Before repeating the entries below, strip out every picture and keep all else as it is.

══ Records for the exercise ══

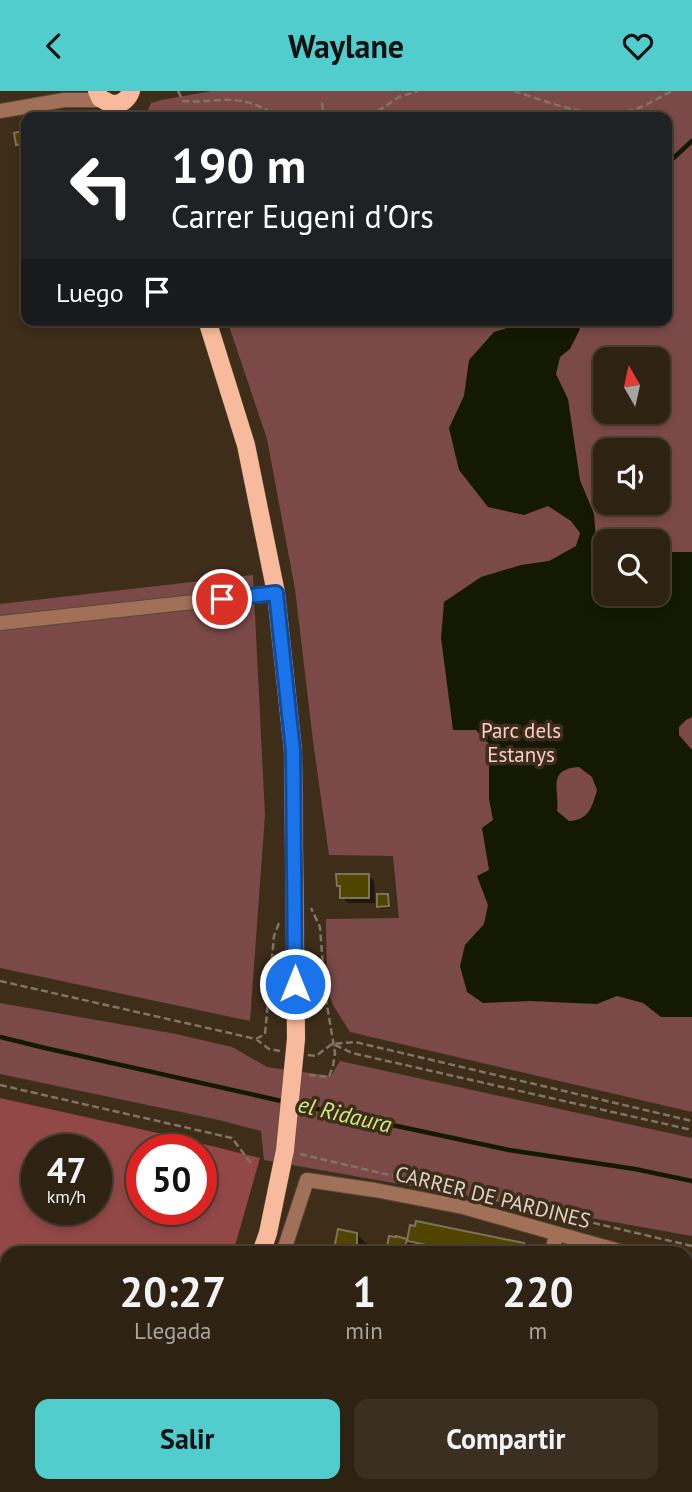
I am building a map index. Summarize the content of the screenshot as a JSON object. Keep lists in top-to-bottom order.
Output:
{
  "streets": {
    "street": ["CARRER DE PARDINES"]
  },
  "water": ["el Ridaura"],
  "parks": ["Parc dels Estanys"],
  "north": "top",
  "page": {
    "header": "Waylane",
    "turn": ["190 m", "Carrer Eugeni d'Ors"],
    "then": "Luego",
    "speed": "47 km/h",
    "limit": "50",
    "eta": [
      "20:27",
      "Llegada",
      "1",
      "min",
      "220",
      "m"
    ],
    "buttons": ["Salir", "Compartir"]
  }
}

═══

→ Response to this exercise
I am building a map index. Summarize the content of the screenshot as a JSON object. Keep lists in top-to-bottom order.
Output:
{
  "streets": {
    "street": ["CARRER DE PARDINES"]
  },
  "water": ["el Ridaura"],
  "parks": ["Parc dels Estanys"],
  "north": "top",
  "page": {
    "header": "Waylane",
    "turn": ["190 m", "Carrer Eugeni d'Ors"],
    "then": "Luego",
    "speed": "47 km/h",
    "limit": "50",
    "eta": [
      "20:27",
      "Llegada",
      "1",
      "min",
      "220",
      "m"
    ],
    "buttons": ["Salir", "Compartir"]
  }
}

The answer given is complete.